* Task instructions: Filter the data below, keeping only lines that contain "function".

┄┄┄┄┄┄┄┄┄┄┄┄┄┄┄┄┄┄┄┄

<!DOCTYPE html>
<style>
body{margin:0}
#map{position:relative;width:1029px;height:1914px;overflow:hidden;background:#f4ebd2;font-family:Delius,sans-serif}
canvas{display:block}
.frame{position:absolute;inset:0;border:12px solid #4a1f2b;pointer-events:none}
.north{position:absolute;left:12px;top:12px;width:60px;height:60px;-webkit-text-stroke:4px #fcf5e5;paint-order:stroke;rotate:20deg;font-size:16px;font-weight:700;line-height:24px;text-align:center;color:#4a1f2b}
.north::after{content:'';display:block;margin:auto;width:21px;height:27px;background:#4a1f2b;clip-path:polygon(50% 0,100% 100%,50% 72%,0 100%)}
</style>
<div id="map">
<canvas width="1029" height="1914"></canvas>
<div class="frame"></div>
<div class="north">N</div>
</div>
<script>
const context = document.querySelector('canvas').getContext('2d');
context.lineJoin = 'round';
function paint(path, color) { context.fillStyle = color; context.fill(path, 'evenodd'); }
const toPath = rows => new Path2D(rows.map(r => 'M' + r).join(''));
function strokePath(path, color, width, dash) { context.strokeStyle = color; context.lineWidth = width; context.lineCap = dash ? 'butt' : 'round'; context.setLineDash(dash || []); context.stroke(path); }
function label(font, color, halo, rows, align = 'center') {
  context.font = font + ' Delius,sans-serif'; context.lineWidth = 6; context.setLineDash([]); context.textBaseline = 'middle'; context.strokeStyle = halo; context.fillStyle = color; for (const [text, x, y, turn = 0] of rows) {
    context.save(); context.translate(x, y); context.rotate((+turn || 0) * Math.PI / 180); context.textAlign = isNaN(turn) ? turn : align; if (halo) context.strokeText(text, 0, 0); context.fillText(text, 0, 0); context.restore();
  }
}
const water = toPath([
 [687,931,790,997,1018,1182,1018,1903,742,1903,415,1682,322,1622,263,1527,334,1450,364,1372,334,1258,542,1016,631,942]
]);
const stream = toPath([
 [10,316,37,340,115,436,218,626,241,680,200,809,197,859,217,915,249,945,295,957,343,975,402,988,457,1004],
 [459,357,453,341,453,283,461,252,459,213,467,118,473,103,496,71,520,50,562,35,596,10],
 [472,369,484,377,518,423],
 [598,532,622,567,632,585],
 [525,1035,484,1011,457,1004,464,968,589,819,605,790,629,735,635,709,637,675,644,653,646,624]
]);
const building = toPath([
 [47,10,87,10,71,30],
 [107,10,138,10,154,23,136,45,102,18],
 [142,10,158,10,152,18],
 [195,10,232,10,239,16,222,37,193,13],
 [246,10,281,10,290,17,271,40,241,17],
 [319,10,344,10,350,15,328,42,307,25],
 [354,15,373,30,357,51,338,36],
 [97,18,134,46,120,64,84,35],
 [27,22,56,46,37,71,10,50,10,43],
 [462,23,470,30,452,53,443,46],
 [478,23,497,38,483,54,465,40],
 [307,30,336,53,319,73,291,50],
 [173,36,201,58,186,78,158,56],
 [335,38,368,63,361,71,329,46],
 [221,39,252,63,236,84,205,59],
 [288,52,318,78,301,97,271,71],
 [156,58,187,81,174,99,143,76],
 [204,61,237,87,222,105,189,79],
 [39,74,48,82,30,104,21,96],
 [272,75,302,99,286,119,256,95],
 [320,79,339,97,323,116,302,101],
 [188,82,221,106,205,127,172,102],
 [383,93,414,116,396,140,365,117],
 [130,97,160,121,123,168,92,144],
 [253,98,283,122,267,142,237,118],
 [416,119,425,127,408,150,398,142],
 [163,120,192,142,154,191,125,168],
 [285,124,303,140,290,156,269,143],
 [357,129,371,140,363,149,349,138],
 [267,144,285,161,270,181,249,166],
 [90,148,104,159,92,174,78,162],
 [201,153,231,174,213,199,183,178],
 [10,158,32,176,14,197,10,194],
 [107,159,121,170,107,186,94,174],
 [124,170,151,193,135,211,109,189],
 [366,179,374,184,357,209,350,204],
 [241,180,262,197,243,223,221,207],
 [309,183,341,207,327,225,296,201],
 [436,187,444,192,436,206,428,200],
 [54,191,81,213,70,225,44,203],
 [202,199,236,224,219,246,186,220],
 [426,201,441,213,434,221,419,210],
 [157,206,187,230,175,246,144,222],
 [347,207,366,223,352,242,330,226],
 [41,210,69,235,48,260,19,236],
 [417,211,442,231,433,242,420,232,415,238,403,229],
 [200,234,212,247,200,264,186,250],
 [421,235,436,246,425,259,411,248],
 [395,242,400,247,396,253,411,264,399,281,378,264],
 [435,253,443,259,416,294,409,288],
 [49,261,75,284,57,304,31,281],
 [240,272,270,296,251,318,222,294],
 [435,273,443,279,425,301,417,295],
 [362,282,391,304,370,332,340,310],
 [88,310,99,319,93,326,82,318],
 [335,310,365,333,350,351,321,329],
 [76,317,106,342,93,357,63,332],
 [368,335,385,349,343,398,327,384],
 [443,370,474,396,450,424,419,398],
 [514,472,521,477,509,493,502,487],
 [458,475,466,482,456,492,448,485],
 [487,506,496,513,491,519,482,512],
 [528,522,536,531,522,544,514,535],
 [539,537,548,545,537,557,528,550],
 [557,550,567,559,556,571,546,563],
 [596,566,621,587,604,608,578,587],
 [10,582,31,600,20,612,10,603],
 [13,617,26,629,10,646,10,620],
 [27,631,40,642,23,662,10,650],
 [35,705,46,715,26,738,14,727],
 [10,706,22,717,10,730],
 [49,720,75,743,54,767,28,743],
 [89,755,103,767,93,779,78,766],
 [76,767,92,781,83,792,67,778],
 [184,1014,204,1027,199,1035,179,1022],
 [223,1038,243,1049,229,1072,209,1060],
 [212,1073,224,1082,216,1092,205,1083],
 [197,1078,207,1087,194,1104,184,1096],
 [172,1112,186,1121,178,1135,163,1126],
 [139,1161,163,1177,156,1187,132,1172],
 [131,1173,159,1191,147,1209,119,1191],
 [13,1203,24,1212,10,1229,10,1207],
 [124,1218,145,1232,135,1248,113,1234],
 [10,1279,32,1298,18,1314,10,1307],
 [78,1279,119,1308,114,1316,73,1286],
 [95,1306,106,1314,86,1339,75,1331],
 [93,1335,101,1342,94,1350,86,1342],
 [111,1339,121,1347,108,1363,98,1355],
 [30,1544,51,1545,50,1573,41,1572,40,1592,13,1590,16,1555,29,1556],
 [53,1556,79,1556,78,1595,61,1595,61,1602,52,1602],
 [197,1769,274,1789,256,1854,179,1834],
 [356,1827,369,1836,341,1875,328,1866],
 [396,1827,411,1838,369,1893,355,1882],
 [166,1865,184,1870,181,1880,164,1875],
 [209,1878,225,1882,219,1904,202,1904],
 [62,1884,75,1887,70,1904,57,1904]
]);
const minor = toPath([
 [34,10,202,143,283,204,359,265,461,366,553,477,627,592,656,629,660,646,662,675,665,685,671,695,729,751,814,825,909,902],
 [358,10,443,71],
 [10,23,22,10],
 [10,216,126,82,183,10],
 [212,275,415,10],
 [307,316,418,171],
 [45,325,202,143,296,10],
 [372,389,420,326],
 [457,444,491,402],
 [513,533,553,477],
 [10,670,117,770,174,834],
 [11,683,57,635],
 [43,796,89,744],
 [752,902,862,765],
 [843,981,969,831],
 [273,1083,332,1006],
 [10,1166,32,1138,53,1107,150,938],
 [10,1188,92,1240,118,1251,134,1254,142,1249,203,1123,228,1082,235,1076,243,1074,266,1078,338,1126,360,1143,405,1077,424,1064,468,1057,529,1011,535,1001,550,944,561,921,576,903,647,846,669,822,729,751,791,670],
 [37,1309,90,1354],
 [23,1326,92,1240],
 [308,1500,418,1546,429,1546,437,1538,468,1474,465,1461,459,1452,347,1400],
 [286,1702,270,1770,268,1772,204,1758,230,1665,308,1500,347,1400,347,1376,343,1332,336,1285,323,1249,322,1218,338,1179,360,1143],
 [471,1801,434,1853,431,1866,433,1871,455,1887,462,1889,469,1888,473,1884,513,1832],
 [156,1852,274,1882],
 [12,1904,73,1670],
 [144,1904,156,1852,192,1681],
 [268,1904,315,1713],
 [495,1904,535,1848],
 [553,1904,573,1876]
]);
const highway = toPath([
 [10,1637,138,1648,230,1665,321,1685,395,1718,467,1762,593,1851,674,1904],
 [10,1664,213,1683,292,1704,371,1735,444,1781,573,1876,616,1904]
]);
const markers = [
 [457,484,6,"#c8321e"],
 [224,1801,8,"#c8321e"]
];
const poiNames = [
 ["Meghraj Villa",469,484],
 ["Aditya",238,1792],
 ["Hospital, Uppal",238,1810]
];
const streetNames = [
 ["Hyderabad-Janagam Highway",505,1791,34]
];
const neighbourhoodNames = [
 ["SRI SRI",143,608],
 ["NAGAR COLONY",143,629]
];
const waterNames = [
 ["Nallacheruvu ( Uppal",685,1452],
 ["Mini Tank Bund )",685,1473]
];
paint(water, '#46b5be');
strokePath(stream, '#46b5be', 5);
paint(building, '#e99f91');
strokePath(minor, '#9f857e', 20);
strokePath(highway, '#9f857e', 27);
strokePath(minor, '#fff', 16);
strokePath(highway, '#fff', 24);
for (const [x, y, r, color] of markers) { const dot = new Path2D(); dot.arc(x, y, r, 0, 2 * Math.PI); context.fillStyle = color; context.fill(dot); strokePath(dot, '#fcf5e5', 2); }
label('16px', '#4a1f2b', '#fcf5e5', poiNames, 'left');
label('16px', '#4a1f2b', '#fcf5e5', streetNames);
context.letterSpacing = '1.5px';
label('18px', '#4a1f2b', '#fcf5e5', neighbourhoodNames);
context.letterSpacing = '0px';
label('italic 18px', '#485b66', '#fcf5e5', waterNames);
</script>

┄┄┄┄┄┄┄┄┄┄┄┄┄┄┄┄┄┄┄┄

* Written solution:
function paint(path, color) { context.fillStyle = color; context.fill(path, 'evenodd'); }
function strokePath(path, color, width, dash) { context.strokeStyle = color; context.lineWidth = width; context.lineCap = dash ? 'butt' : 'round'; context.setLineDash(dash || []); context.stroke(path); }
function label(font, color, halo, rows, align = 'center') {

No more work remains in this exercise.